Perinatal mortality occurred in 18% of neonates in the cerclage group (6 of 34), compared with 77% in the group without cerclage (20 of 26). All perinatal mortality cases were associated with delivery before 24 weeks.
“The small number of participants reflects how rare this condition is among all pregnancies,” first author Amanda Roman, MD, of the division of maternal fetal medicine at Thomas Jefferson University, Philadelphia, said in the news release. “But because women were randomized to treatment and nontreatment groups, the results are strong, as confirmed by the independent data and safety monitoring board.”
The researchers enrolled women with twin pregnancies and asymptomatic cervical dilation from 1 to 4 cm before 24 weeks. Exclusion criteria included monochorionic-monoamniotic pregnancy, selective fetal growth restriction, twin-twin transfusion syndrome, major fetal malformation, known genetic anomaly, placenta previa, signs of labor, or clinical chorioamnionitis.
In all, 17 women were randomized to cerclage and 13 to the no-cerclage group. Both groups had similar patient characteristics. About 93% of the twin gestations were diamniotic-dichorionic. Assisted reproductive technology was used by about 36% of the participants, and 20% had a history of singleton preterm birth. Four women assigned to cerclage did not undergo the procedure but were included in the intention-to-treat analysis. Two of the four patients had contraindications that occurred soon after randomization (rupture of amniotic membranes and vaginal bleeding), one had a friable cervix, and one declined cerclage after being randomized.
Spontaneous preterm birth before 34 weeks of gestation, the primary outcome, occurred in 12 of 17 women in the cerclage group and in all 13 women in the no-cerclage group (70% vs. 100%).
Trial to assess ultrasound indicated cerclage
“Expectant management with no cerclage is the current standard of care for these women,” Dr. Roman and coauthors wrote. “Despite small sample size, we were able to show a significant benefit to physical exam–indicated cerclage.”
Inability to place the cerclage in one patient due to friable cervix was the only intraoperative complication. “Larger cohorts in singleton pregnancies have informed a 10%-20% risk of intraoperative rupture of the membranes, cervical laceration, and bleeding during the procedure,” the researchers noted.
All women who received cerclage also received indomethacin and antibiotics, although these elements of management were not prespecified. Given the relatively small sample size, it is unclear what role factors such as indomethacin, which was administered to 82% of the cerclage group versus 31% of the no-cerclage group, and antibiotics may have played, said Dr. Turan.

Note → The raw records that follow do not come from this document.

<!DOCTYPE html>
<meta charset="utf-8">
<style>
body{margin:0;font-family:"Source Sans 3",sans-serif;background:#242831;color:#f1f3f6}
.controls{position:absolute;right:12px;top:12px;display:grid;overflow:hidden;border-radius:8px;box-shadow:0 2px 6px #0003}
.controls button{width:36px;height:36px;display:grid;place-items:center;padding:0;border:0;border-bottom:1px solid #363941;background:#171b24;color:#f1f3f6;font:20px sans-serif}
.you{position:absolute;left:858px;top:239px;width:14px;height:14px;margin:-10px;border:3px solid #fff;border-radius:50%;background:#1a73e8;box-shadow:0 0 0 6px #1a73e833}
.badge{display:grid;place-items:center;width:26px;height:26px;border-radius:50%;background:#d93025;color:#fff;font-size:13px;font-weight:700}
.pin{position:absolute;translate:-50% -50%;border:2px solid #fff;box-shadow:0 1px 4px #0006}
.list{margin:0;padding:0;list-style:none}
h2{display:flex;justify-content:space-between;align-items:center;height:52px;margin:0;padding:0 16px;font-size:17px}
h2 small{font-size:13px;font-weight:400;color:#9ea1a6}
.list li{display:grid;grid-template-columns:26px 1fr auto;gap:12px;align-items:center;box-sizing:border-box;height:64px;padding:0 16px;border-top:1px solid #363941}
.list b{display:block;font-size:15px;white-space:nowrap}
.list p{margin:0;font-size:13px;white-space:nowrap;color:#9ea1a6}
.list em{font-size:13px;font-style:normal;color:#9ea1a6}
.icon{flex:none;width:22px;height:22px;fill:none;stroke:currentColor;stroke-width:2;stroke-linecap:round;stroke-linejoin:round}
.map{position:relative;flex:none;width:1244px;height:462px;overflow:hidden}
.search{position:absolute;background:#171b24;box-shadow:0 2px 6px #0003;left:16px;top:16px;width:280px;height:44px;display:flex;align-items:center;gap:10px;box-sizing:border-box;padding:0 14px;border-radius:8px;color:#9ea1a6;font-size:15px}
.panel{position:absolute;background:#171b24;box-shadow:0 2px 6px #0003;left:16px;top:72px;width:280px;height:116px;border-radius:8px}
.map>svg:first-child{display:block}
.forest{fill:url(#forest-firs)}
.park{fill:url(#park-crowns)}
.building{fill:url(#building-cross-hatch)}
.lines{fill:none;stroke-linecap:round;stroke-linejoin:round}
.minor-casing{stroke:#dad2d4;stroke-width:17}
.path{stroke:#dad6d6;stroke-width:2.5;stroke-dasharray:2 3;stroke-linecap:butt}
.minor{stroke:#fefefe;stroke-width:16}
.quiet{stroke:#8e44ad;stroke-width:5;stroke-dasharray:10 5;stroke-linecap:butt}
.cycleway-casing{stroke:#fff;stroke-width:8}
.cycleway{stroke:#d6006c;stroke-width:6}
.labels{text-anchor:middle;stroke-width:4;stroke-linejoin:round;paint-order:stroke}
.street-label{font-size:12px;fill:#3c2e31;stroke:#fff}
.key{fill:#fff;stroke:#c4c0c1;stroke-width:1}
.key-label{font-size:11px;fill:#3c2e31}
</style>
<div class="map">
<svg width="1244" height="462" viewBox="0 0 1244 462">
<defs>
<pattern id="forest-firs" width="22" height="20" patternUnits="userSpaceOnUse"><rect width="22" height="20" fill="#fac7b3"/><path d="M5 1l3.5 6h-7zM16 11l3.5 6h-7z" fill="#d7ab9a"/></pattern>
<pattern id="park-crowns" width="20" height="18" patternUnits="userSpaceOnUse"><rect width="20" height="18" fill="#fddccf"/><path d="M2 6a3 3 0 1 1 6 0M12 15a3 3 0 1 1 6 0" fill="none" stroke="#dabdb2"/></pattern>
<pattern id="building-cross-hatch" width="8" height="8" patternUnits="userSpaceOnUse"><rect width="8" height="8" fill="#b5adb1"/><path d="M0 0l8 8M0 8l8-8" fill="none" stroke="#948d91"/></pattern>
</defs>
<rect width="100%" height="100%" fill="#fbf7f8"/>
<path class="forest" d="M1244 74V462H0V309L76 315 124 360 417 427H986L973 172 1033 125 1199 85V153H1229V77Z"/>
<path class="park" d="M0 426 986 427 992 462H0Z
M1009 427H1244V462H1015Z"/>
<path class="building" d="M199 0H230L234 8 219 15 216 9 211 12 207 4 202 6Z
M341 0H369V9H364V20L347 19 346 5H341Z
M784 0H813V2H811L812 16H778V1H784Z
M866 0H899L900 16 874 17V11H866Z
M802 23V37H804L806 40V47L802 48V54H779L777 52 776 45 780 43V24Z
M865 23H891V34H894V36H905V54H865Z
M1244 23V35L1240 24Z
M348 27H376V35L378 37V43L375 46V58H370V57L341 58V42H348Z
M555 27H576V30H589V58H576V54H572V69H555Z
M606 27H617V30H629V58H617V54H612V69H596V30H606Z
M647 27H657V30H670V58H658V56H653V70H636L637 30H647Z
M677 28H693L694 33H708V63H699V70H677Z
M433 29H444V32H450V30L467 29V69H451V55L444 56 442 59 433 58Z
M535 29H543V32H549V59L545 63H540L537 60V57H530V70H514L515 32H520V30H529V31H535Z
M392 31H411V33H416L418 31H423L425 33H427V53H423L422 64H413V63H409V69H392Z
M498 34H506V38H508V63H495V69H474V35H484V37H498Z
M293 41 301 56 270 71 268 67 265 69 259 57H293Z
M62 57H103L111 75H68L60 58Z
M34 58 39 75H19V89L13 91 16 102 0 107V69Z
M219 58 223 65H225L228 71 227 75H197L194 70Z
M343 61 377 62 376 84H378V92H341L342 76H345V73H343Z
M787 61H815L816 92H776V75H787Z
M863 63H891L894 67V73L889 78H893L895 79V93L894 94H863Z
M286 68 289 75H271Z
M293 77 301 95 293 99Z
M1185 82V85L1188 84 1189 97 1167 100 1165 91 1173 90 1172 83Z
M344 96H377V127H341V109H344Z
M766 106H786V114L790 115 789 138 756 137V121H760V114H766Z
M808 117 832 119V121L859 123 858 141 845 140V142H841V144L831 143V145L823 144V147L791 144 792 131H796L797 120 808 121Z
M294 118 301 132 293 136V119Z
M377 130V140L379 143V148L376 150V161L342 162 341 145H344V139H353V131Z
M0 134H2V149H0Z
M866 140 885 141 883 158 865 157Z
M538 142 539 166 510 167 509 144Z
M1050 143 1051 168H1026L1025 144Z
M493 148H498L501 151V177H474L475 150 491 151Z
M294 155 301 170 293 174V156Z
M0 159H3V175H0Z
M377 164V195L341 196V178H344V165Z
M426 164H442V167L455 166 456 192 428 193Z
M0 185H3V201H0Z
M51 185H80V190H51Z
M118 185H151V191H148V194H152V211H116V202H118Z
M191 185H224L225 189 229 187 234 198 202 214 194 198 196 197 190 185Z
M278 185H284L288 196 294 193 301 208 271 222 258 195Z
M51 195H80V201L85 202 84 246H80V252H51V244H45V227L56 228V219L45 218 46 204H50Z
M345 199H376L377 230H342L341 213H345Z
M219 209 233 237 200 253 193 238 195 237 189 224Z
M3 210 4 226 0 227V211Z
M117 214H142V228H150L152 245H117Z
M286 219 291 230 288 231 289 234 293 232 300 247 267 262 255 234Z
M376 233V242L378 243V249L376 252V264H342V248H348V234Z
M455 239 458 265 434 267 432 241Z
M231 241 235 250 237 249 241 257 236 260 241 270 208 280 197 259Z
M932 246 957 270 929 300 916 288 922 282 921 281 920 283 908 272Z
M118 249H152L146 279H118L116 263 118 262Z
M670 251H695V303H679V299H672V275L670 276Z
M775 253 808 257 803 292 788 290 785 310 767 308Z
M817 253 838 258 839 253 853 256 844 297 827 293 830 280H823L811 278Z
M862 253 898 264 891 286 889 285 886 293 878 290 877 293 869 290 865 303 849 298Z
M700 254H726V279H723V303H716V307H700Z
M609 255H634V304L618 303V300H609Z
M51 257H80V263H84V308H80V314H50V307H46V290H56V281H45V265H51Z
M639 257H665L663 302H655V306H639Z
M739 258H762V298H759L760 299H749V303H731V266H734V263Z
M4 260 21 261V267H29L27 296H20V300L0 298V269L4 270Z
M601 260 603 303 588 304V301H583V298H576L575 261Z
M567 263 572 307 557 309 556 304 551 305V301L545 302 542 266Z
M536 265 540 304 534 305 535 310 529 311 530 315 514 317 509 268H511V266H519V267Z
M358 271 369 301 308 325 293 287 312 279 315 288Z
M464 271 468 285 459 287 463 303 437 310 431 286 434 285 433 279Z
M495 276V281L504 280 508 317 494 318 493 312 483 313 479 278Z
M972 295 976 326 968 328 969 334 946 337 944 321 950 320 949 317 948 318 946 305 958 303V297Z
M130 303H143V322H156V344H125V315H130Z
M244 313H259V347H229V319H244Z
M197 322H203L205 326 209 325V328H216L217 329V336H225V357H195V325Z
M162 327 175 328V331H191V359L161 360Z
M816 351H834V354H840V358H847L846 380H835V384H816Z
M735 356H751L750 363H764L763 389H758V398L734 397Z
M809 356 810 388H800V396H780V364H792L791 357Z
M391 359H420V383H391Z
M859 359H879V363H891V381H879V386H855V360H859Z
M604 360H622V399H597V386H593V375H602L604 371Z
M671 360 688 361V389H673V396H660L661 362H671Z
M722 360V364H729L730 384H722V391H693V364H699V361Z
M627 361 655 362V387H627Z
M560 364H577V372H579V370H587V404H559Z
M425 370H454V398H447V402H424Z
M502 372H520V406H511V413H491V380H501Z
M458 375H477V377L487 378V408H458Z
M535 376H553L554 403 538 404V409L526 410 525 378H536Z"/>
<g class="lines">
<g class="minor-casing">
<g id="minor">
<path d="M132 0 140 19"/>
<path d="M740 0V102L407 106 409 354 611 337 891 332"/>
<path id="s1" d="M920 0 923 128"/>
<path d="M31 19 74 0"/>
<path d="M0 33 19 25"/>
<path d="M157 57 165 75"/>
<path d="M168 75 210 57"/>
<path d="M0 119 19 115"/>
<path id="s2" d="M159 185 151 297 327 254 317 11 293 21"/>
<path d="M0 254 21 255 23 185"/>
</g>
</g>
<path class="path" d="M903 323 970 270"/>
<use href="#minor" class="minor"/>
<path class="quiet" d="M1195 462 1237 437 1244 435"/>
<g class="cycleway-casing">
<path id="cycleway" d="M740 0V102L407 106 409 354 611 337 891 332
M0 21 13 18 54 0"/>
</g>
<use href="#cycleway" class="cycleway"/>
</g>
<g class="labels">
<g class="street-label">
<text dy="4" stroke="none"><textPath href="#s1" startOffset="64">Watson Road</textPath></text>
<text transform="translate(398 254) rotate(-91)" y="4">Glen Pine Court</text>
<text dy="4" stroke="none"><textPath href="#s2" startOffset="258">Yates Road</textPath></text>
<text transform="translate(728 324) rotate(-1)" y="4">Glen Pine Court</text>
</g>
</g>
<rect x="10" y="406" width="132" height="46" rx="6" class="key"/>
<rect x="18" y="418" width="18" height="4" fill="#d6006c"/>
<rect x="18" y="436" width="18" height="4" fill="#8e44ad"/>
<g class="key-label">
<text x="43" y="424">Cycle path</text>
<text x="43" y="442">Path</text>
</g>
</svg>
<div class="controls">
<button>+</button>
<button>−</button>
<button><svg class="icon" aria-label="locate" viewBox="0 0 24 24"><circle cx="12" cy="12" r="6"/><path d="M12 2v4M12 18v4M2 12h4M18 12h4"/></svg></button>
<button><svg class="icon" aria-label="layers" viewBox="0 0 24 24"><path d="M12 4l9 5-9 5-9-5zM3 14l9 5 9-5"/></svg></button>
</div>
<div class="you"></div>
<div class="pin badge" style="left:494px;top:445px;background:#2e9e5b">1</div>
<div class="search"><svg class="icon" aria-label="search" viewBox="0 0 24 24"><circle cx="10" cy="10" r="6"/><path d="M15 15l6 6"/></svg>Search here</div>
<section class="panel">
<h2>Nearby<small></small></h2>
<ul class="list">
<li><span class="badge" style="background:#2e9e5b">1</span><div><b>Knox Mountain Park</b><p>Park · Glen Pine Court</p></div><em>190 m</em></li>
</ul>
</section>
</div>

Prospective studies may help clarify how the degree of cervical dilation, gestational age, use of progesterone, or surgical techniques may influence outcomes. In addition, the researchers are enrolling patients in another trial. That study aims to assess whether cerclage reduces the incidence of spontaneous preterm birth in asymptomatic women with twin gestations and cervical length of 15 mm or less diagnosed by transvaginal ultrasound between 16 and 24 weeks of gestation.
The study had no external financial support. The authors had no conflicts of interest. Dr. Turan said he had no relevant financial disclosures.